My girlfriend said this to me on the way to Cali. Something about homeless people having made bad choices in life. I almost left her alone in Yuma. I was infuriated. And I wasn't homeless at the time. I just feel like it is complete ignorance. I told her most people are less than 3 months to homelessness. I lasted 3 years on my savings on top of a ridiculous amount in lawyers fees. Bite.me. Sorry, rant over.
begging for love from other's when you don't love yourself.
I gave up begging long ago. ;-) But yes, I did this at one time too.

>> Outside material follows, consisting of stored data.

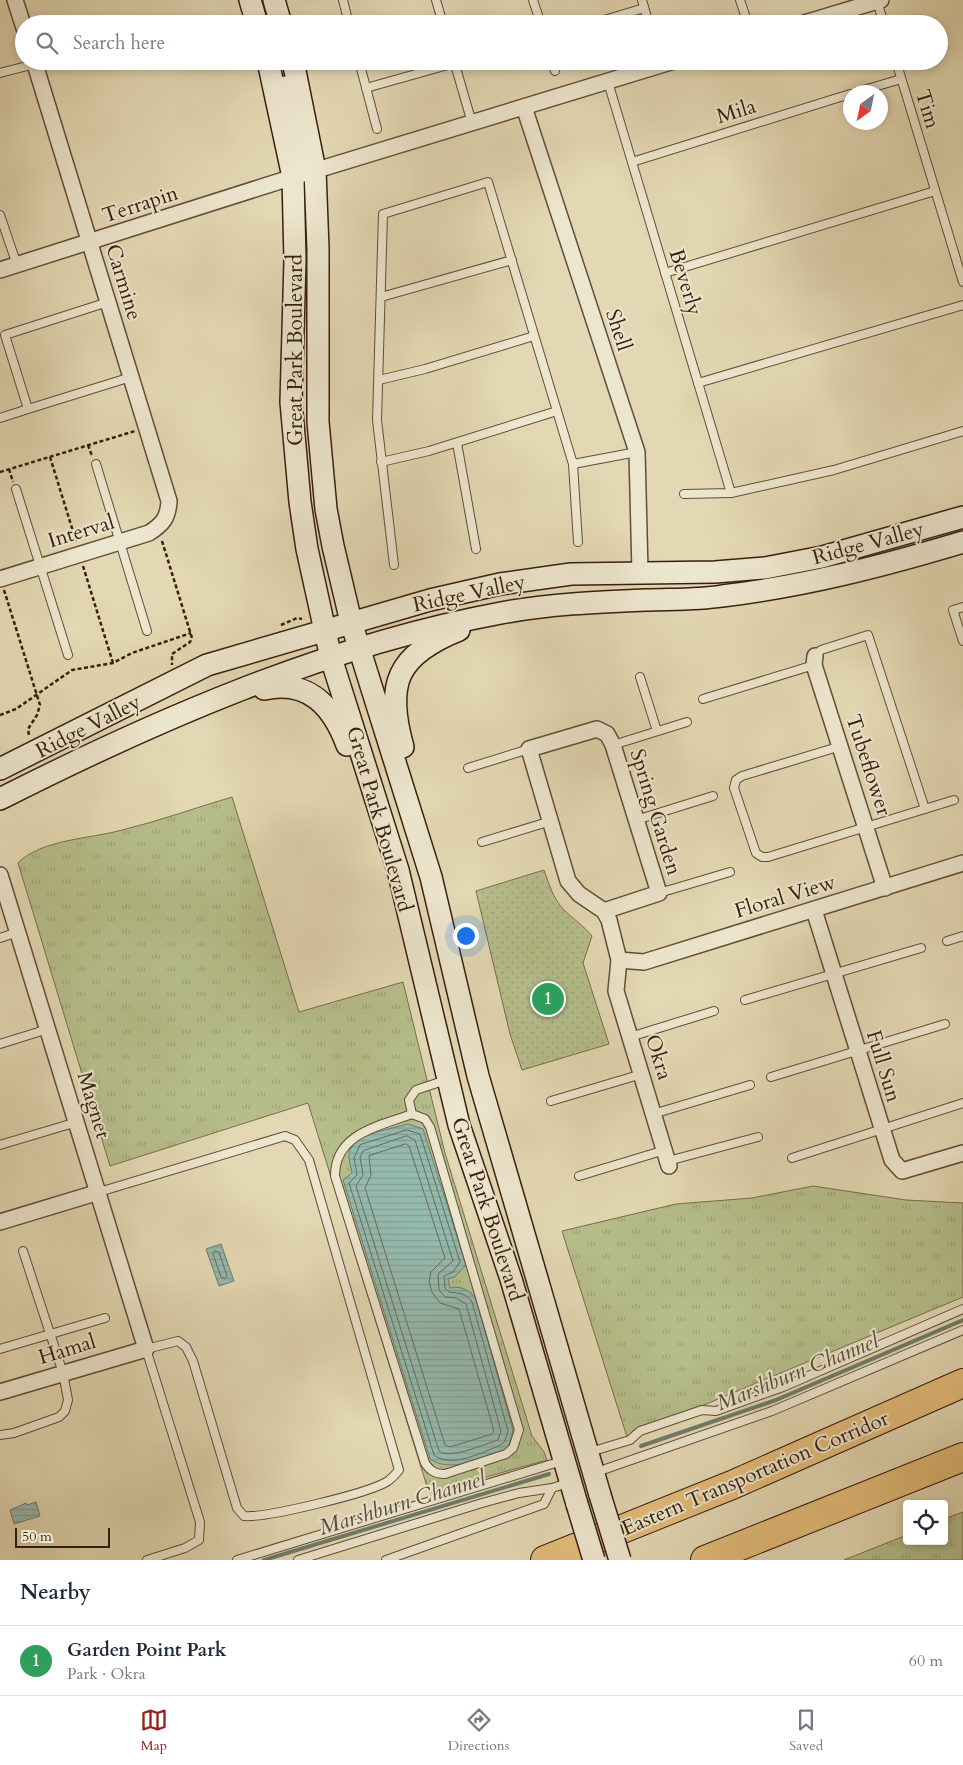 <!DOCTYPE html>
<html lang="en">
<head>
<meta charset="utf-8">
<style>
	:root { --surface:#fff; --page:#f6f6f7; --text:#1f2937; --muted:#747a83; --line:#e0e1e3; --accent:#8f2418 }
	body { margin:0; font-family:Cardo,serif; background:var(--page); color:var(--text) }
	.controls { position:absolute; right:15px; bottom:15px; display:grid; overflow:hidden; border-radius:5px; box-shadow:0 2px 8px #0003 }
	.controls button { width:45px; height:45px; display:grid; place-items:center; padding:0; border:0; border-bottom:1px solid var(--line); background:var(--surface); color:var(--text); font:25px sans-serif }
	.compass { position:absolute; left:843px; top:85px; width:45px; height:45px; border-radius:50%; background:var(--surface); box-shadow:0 2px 8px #0003; rotate:213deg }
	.scale { position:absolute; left:15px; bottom:12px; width:95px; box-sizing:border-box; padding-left:5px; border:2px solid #371f0e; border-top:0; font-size:14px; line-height:18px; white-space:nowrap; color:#371f0e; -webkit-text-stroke:4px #ede6ce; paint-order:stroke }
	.you { position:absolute; left:465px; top:935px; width:18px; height:18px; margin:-12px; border:4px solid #fff; border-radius:50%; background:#1a73e8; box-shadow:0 0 0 8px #1a73e833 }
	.badge { display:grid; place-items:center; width:32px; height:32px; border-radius:50%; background:var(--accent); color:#fff; font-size:16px; font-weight:700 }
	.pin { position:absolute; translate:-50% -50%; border:2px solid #fff; box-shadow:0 1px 5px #0006 }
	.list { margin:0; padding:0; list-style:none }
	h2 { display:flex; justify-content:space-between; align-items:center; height:65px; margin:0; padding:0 20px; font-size:21px }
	h2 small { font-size:16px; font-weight:400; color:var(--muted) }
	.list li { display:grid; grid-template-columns:32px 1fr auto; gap:15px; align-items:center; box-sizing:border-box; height:70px; padding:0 20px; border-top:1px solid var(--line) }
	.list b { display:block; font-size:19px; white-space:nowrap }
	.list p { margin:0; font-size:16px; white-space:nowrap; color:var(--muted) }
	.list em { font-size:16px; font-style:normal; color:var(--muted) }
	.icon { flex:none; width:28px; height:28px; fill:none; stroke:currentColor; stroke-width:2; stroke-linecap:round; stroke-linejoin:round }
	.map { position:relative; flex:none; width:963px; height:1560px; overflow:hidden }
	.search { position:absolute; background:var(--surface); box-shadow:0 2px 8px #0003; left:15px; right:15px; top:15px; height:55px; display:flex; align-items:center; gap:12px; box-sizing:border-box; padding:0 18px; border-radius:28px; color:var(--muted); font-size:19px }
	.sheet { height:135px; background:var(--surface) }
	nav { display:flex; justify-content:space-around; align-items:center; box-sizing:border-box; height:70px; border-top:1px solid var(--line); background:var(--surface); font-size:14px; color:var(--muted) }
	nav a { display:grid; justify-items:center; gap:2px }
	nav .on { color:var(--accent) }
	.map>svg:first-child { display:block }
	.grass { fill:url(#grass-tufts); stroke:#766e4c }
	.park { fill:url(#park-dots); stroke:#766e4c }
	.water { fill:url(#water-rules); stroke:#6f7c6e }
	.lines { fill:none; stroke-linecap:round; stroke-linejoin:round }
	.shore { stroke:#666c5e; stroke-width:1 }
	.stream { stroke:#6f7c6e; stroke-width:4 }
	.lane-casing { stroke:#624d37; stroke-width:10 }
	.street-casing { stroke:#624d37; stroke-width:18 }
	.secondary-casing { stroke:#371f0e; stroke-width:24 }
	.highway-casing { stroke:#371f0e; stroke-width:30 }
	.path { stroke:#371f0e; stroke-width:2.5; stroke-dasharray:4 2.5; stroke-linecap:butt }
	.lane { stroke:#ede6ce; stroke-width:8 }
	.street { stroke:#ede6ce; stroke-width:15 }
	.secondary { stroke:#ede6ce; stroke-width:21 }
	.highway { stroke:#e2bc7a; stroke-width:28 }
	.secondary-bridge-casing { stroke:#371f0e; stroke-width:24; stroke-linecap:butt }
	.secondary-bridge { stroke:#ede6ce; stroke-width:21 }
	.labels { text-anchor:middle; stroke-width:4; stroke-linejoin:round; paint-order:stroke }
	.street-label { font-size:21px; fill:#371f0e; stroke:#ede6ce }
	.water-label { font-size:22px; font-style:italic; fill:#534e3e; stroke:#ede6ce }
</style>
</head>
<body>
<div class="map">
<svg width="963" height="1560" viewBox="0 0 963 1560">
	<defs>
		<pattern id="grass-tufts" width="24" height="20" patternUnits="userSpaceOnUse" patternTransform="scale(1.25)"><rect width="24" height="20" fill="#b5be8b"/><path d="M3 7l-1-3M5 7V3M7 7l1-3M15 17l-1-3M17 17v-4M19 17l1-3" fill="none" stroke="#9ca377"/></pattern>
		<pattern id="park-dots" width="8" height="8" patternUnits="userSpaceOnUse" patternTransform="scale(1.25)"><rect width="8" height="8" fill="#b5be8b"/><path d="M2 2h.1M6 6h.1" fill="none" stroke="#9ca377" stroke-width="1.8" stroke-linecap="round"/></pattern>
		<pattern id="water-rules" width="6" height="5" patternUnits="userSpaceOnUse" patternTransform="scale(1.25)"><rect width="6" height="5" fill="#95baae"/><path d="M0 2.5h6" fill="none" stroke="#819f94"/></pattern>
	</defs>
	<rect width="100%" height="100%" fill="#e3d8b3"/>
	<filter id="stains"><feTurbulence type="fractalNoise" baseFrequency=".004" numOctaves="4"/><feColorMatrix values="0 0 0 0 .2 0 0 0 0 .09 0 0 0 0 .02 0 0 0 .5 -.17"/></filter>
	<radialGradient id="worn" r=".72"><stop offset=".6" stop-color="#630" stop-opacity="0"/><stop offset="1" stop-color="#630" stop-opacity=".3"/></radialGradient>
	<g class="grass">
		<path d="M232 797 299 1012 403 982 445 1153 532 1436 544 1452 547 1460 429 1493 308 1103 110 1166 18 863C42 839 90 839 122 830 159 821 195 808 232 797Z"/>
		<path d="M813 1186 906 1200 963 1203V1297L627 1437 562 1231 676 1204 752 1198Z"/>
		<path d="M963 1512V1560H844L907 1535V1541H944V1519Z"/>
	</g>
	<path class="park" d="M544 870C549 884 553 898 563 909 573 919 583 925 592 936L583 963 609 1044 522 1070 510 1034 476 891Z"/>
	<g class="water">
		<path d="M408 1124 423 1129 466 1265 455 1277 448 1279 450 1288C460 1285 472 1291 476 1300L513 1430 509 1445 504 1450C480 1457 452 1474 430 1459L343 1180 352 1173C351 1166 347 1157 350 1150 357 1133 392 1129 408 1124Z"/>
		<path d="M221 1244 234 1281 219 1286 206 1249Z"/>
		<path d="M36 1502 40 1516 14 1524 10 1510 26 1503 27 1505Z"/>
	</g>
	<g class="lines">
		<g class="shore">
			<path d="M407 1130 420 1134 460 1262 453 1272 444 1276 445 1288 449 1292C457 1293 467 1293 472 1302L508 1431 505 1441 501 1445C483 1452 451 1469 434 1455L349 1183 357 1175 354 1158 360 1145Z"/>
			<path d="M407 1136 415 1140 453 1261 438 1274 439 1290 445 1297 456 1298 466 1304 501 1431 498 1440C485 1444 449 1460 439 1451L356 1186 363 1175 360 1157 363 1151Z"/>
			<path d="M406 1144 409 1146 445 1258 431 1272 429 1282 432 1292 440 1303 459 1309 494 1431 492 1434 450 1447 445 1445 365 1188 371 1175 369 1156Z"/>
			<path d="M215 1251 219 1252 227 1276 225 1279 221 1277 213 1254Z"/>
		</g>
		<g class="stream">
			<path d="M641 1446 776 1400 963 1320"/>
			<path d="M264 1560 549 1474"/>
		</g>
		<defs>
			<g id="lane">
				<path d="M343 0 349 24"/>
				<path d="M436 0 443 24"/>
				<path d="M533 0 541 24"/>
				<path d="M642 0 649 24"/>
				<path d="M740 0 748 24"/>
				<path d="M877 1 884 24"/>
				<path d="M591 24 644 8"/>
				<path d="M359 61 377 129"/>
				<path d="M454 61 472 123"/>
				<path d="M552 61 555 71"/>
				<path d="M896 61 963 282"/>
				<path d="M0 73 35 64"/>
				<path d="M608 82 731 493"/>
				<path d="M366 88 455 63"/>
				<path d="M857 92 901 79"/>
				<path d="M632 162 850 94"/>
				<path d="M0 215 17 265"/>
				<path d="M665 273 935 191"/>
				<path d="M381 297 512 260"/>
				<path d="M108 302 5 335 28 409 131 377"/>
				<path d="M379 380 425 369 534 336"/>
				<path d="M698 383 963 305"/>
				<path d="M0 418 28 409"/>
				<path d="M457 443 476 549"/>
				<path d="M381 462 429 451 557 411"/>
				<path d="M96 464 147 631"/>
				<path d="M573 464 578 542"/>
				<path d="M16 489 68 655"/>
				<path d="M684 494 731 493 834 470 963 431"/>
				<path d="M394 565 377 420 383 214 488 182 573 464 637 452"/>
				<path d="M963 607 953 610 963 641"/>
				<path d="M815 656 821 650 868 635 925 809"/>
				<path d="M640 677 657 731"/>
				<path d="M703 699 814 665"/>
				<path d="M613 745 687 722"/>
				<path d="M841 746 742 776 736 780 734 788 756 853 762 857H768L954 800"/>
				<path d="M468 768 529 749"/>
				<path d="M636 820 713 796"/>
				<path d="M482 842 551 821"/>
				<path d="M659 893 730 872"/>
				<path d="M0 938 18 932"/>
				<path d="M947 941 963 936"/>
				<path d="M745 1000 921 948"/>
				<path d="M630 1037 714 1011"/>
				<path d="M0 1044 48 1029"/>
				<path d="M771 1077 945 1024"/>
				<path d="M551 1101 642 1074"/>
				<path d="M412 1114C380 1126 335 1133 335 1176L425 1463C430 1471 435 1474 445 1474L506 1454 513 1448 519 1430 430 1127 425 1119 412 1114 409 1100 416 1090 446 1080"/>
				<path d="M653 1114 750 1085"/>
				<path d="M0 1145 77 1122"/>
				<path d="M792 1158 963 1103"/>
				<path d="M668 1161 758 1137"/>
				<path d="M579 1176 665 1150"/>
				<path d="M99 1192 285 1136 295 1140 309 1160 399 1470C396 1474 392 1478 388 1481 370 1493 266 1518 244 1516L237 1508 193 1361 186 1347 178 1341 146 1349 200 1522 199 1540 185 1548 147 1560"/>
				<path d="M0 1349 105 1318"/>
				<path d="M0 1435 14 1433 59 1417 65 1411 68 1400 63 1373 23 1251"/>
				<path d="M590 1452 630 1440 640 1431 702 1410 716 1411 783 1387 963 1309"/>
				<path d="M594 1473 772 1411 963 1330"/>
				<path d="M237 1560 562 1461"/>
				<path d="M298 1560 482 1503 519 1493 552 1488"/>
				<path d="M386 1560 544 1504 552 1488 568 1483"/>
			</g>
			<g id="street">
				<path d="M15 0 24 28"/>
				<path d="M801 24 881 0"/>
				<path d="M284 84 304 174 674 61"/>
				<path d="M524 107 637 452 640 572"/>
				<path d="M0 270 293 177"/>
				<path d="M0 579 149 533C163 524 168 518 169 501L34 61"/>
				<path d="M815 656 814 665 885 888"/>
				<path d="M0 875 146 1349 0 1392"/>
				<path d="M814 910 892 1160 902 1171 963 1153"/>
				<path d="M604 911 659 893 613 745 607 734 597 729 529 749 568 881 579 894 604 911 609 920 619 960 616 991 669 1166"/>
				<path d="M619 960 644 962 963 863"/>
				<path d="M0 1222 99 1192"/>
			</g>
			<g id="secondary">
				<path d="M250 0 257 24"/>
				<path d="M274 0 281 24"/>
				<path d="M268 61 293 177 295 260 291 402 300 502 307 549 331 658 398 870 459 1125 511 1279 577 1504"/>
				<path d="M293 61 315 170 318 249V422L326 509 333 546 351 622 431 877 478 1076 600 1495"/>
				<path d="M264 689C309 679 333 707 347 745"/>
				<path d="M403 747C385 683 397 655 459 630"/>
				<path d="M0 769 207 665 430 600 500 584 571 574 715 572 765 568 822 557 963 517"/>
				<path d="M0 799C156 720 328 645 501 613 549 604 597 602 646 600 671 599 697 600 722 596 805 586 883 566 963 542"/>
			</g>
			<g id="highway">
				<path d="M545 1560 732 1485 963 1383"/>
				<path d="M705 1560 963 1457"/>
			</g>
		</defs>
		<use href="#lane" class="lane-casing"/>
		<use href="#street" class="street-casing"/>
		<use href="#secondary" class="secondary-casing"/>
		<use href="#highway" class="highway-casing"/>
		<g class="path">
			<path d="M88 445 92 456"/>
			<path d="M50 457 76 541"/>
			<path d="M9 469 13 482"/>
			<path d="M0 472 135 431"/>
			<path d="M162 541 192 638 190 642 172 654V665"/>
			<path d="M83 566 113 663"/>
			<path d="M4 590 40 705 37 715 28 729 29 736"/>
			<path d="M281 625 297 618 302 619"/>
			<path d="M0 715 16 709 72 670 113 663 132 653 191 633"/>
		</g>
		<use href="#lane" class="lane"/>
		<use href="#street" class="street"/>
		<use href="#secondary" class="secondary"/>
		<use href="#highway" class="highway"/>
		<defs>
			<g id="secondary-bridge">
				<path d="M600 1495 620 1560"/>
				<path d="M577 1504 594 1560"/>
			</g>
		</defs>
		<use href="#secondary-bridge" class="secondary-bridge-casing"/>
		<use href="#secondary-bridge" class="secondary-bridge"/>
	</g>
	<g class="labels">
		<g class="street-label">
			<text transform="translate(928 109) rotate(73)" y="7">Tim</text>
			<text transform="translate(736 111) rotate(-17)" y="7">Mila</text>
			<text transform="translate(140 204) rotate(-18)" y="7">Terrapin</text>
			<text transform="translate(124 282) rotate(73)" y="7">Carmine</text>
			<text transform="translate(686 282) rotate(73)" y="7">Beverly</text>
			<text transform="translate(619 330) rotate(72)" y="7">Shell</text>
			<text transform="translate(295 350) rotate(-90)" y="7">Great Park Boulevard</text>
			<text transform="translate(81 531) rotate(-17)" y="7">Interval</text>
			<text transform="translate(868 543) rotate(-15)" y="7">Ridge Valley</text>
			<text transform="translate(469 593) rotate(-12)" y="7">Ridge Valley</text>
			<text transform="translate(88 726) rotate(-27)" y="7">Ridge Valley</text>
			<text transform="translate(869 765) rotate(72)" y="7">Tubeflower</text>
			<text transform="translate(656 812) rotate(73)" y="7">Spring Garden</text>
			<text transform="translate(380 819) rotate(74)" y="7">Great Park Boulevard</text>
			<text transform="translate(785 896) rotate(-17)" y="7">Floral View</text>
			<text transform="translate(659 1057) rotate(73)" y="7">Okra</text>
			<text transform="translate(884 1066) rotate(73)" y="7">Full Sun</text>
			<text transform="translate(94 1105) rotate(73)" y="7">Magnet</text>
			<text transform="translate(488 1209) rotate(72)" y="7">Great Park Boulevard</text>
			<text transform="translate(67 1349) rotate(-17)" y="7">Hamal</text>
			<text transform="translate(755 1473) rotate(-23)" y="7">Eastern Transportation Corridor</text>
		</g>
		<g class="water-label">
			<text transform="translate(797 1371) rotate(-22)" y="8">Marshburn Channel</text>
			<text transform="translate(402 1502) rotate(-17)" y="8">Marshburn Channel</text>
		</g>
	</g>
	<rect width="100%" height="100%" filter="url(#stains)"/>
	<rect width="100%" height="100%" fill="url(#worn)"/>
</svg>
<div class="controls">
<button><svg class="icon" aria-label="locate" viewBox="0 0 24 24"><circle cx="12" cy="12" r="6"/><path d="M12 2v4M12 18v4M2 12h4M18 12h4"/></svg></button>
</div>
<svg class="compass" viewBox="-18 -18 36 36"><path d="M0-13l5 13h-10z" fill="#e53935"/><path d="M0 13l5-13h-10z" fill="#747a83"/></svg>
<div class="scale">50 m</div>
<div class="you"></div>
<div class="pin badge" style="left:548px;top:999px;background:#2e9e5b">1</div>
<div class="search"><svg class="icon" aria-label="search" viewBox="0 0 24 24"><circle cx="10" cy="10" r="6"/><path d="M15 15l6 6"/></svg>Search here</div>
</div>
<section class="sheet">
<h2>Nearby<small></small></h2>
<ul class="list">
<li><span class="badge" style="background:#2e9e5b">1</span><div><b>Garden Point Park</b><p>Park · Okra</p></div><em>60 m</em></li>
</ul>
</section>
<nav>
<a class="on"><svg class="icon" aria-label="map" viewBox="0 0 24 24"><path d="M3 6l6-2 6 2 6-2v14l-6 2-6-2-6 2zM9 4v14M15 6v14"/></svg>Map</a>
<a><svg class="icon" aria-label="directions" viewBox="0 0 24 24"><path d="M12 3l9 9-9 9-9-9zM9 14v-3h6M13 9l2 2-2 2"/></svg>Directions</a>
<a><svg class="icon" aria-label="saved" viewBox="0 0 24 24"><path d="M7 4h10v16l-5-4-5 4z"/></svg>Saved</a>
</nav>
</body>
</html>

I have turned down people who have the 'poor pitiful me" attitude,
I am not certain that I attempt to project a poor pitiful me attitude but certainly my life is in a shambles. I had just dug myself out of one hole and then slid into the crater beside it. That is obvious to everyone who knows me, so I don't need to go for the pity, even if I felt like it. It is just a stupidly pitiful position I am in and everyone knows it without my having to say a word. :blackeye: But why care now when nobody cared before. That is what is bugging me. It doesn't make sense to me.
Tuesday I should know more Muse. Thank you for your concern. I will post what is going on when I find out.
"Normal" people can't see all the efforts is takes to even achieve a normal life. They don't want to see it,
Yes, I agree. And the kids are being fed (I know this), you don't want to be 'crazy like your mother' stuff, so that is adding to their fear of what the hell is going on with me. They are being told how to be 'good sons' by psychopath father. And when they attempt to 'fix it' and I don't listen I get a 'you never listen to what I am saying'. Another hot spot from my marriage with their father. *heavy sigh* How to try to live in the future when people keep pulling me into a 25 year old fight that they were too young to even remember. :banghead::banghead::banghead::banghead:
It is impossible if we don't try. And a lot of people don't try. I think that is kind of cowardly, but...
Yes, I agree with this strongly.
but much more like a form of schizophrenia.
Completely agree with this. Carol H, I am so sorry for the suffering you must be experiencing right now.
Sorry for the long posting. I so appreciate all of your input.